## WHAT IS EXPECTED
Every line below that carries the word "shadow" needs to be copied.
[GIVEN DATA — start]
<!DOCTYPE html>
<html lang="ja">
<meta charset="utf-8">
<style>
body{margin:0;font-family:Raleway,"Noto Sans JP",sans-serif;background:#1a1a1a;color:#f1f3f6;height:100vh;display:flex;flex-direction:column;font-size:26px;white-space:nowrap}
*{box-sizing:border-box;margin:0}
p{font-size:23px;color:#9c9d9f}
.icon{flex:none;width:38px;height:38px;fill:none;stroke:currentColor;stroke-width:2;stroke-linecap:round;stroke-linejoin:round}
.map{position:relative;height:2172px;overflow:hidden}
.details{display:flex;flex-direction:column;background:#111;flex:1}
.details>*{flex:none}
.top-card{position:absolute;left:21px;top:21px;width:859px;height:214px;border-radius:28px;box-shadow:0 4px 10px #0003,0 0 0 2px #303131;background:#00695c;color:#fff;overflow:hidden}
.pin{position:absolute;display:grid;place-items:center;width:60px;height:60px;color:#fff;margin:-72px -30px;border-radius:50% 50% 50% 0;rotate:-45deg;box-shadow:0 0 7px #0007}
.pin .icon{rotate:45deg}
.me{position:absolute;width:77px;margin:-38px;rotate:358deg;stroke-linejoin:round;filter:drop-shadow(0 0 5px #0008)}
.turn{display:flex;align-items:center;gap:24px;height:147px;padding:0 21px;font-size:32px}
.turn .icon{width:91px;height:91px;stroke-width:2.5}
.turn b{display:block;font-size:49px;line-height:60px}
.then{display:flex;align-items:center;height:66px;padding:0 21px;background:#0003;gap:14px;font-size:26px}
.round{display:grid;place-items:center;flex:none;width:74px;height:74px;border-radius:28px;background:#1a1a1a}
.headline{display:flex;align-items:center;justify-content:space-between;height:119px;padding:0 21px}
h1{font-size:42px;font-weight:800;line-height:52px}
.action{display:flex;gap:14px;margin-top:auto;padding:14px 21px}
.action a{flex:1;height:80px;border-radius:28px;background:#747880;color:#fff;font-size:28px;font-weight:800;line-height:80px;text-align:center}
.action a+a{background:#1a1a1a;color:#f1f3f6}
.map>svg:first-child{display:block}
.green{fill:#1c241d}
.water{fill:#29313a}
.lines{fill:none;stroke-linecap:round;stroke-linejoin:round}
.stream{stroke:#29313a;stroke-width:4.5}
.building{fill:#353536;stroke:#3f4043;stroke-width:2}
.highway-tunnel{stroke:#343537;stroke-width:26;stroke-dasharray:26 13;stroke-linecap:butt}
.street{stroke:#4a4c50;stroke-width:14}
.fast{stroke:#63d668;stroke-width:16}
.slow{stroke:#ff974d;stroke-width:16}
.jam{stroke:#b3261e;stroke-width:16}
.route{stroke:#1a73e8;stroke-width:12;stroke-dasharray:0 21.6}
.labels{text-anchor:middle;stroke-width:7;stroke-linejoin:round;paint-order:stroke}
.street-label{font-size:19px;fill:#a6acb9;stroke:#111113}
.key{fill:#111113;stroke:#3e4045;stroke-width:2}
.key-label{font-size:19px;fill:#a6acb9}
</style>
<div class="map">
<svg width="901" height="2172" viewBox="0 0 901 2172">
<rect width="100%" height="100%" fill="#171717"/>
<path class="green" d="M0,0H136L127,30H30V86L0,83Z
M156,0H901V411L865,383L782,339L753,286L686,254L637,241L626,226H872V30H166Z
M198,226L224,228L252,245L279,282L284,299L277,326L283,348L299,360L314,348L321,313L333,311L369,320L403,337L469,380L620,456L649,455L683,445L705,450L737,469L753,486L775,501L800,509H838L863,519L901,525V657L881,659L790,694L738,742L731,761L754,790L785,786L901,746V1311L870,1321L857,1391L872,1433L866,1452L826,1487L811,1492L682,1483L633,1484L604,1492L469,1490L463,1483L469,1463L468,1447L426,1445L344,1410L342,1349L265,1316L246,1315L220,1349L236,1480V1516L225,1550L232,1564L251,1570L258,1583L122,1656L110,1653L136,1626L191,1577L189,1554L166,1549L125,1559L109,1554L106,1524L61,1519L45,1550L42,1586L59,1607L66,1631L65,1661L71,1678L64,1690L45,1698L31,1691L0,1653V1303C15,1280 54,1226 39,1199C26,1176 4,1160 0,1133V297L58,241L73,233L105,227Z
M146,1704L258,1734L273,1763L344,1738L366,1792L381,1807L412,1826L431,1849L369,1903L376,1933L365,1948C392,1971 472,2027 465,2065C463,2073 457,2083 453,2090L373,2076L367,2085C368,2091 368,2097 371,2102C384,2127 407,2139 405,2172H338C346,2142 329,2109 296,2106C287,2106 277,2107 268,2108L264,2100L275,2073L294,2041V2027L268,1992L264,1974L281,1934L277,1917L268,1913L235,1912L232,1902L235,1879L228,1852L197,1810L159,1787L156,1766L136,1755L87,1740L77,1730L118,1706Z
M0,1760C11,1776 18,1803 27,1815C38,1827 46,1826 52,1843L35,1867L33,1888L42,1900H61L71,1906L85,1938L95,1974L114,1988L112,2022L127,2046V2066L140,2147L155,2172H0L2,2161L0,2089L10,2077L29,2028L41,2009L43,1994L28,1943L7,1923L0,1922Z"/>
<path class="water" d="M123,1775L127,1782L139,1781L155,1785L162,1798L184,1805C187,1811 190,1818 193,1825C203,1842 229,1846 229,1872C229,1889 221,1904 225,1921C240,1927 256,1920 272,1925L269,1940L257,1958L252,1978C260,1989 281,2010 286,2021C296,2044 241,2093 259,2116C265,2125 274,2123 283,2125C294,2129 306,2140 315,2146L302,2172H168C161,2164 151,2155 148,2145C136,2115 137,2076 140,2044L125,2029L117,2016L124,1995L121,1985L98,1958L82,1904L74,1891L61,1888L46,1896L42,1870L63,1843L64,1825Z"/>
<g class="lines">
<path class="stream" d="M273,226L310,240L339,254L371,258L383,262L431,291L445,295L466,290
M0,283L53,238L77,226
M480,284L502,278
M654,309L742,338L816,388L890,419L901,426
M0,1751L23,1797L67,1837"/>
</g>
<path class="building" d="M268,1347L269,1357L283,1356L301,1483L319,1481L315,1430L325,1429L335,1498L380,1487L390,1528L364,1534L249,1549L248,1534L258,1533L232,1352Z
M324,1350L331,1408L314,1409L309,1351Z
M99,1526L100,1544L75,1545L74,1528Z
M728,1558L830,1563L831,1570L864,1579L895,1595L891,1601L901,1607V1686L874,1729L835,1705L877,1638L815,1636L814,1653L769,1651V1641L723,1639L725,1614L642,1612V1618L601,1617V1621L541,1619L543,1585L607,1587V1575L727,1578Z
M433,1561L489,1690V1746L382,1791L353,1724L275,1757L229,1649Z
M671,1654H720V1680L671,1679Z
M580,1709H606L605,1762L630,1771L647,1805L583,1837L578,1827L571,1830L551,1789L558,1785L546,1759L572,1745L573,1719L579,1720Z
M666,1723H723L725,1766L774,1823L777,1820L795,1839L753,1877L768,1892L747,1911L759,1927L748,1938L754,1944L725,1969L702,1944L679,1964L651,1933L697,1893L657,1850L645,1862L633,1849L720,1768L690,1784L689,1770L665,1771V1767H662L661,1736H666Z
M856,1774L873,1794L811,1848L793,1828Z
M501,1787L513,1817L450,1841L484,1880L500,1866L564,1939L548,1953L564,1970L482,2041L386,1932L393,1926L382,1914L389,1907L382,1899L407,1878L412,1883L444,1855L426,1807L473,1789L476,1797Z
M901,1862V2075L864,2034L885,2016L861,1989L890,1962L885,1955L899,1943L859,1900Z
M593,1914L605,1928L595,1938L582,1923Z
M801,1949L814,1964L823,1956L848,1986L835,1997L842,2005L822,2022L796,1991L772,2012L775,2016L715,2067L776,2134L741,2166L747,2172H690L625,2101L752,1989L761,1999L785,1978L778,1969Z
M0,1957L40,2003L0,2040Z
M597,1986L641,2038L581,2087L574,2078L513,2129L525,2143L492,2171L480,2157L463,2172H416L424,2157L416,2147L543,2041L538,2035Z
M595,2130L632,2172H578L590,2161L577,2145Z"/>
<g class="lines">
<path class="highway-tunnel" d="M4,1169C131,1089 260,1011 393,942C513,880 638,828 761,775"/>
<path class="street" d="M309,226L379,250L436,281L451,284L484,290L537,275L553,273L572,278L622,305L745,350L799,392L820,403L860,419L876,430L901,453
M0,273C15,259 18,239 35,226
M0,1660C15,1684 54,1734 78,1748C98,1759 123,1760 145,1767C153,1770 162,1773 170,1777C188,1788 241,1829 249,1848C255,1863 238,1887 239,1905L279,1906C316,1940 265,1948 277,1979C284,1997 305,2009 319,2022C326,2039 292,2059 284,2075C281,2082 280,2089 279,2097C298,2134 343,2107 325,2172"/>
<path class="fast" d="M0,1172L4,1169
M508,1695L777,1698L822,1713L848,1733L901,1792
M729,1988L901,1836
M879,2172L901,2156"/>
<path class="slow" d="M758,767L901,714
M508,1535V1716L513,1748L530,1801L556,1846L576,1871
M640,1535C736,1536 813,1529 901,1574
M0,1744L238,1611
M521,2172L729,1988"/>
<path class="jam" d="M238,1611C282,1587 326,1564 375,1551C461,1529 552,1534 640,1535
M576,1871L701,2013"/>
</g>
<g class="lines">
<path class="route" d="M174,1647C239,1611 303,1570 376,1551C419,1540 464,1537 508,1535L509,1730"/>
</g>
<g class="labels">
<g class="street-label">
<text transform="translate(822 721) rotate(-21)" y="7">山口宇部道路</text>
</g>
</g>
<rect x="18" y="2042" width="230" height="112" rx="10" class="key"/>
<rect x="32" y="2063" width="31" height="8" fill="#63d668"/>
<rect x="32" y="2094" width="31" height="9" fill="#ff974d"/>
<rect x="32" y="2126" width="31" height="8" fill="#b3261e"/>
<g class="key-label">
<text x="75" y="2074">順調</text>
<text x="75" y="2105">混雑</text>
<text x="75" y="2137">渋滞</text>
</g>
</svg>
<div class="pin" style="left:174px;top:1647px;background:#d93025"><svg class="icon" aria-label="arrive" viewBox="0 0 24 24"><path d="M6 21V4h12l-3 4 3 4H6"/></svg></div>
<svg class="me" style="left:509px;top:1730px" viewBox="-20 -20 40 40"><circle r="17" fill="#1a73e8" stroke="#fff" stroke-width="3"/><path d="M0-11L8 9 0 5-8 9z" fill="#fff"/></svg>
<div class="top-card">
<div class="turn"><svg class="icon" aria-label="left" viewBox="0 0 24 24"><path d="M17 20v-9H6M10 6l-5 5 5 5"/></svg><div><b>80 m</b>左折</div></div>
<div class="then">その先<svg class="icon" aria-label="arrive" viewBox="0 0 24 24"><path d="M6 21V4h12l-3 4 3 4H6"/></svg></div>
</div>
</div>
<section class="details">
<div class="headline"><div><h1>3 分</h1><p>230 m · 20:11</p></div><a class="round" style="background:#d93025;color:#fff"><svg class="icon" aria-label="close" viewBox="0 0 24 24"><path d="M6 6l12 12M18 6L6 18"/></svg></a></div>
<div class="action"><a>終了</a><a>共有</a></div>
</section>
[GIVEN DATA — finish]
## WRITTEN REPLY
.top-card{position:absolute;left:21px;top:21px;width:859px;height:214px;border-radius:28px;box-shadow:0 4px 10px #0003,0 0 0 2px #303131;background:#00695c;color:#fff;overflow:hidden}
.pin{position:absolute;display:grid;place-items:center;width:60px;height:60px;color:#fff;margin:-72px -30px;border-radius:50% 50% 50% 0;rotate:-45deg;box-shadow:0 0 7px #0007}
.me{position:absolute;width:77px;margin:-38px;rotate:358deg;stroke-linejoin:round;filter:drop-shadow(0 0 5px #0008)}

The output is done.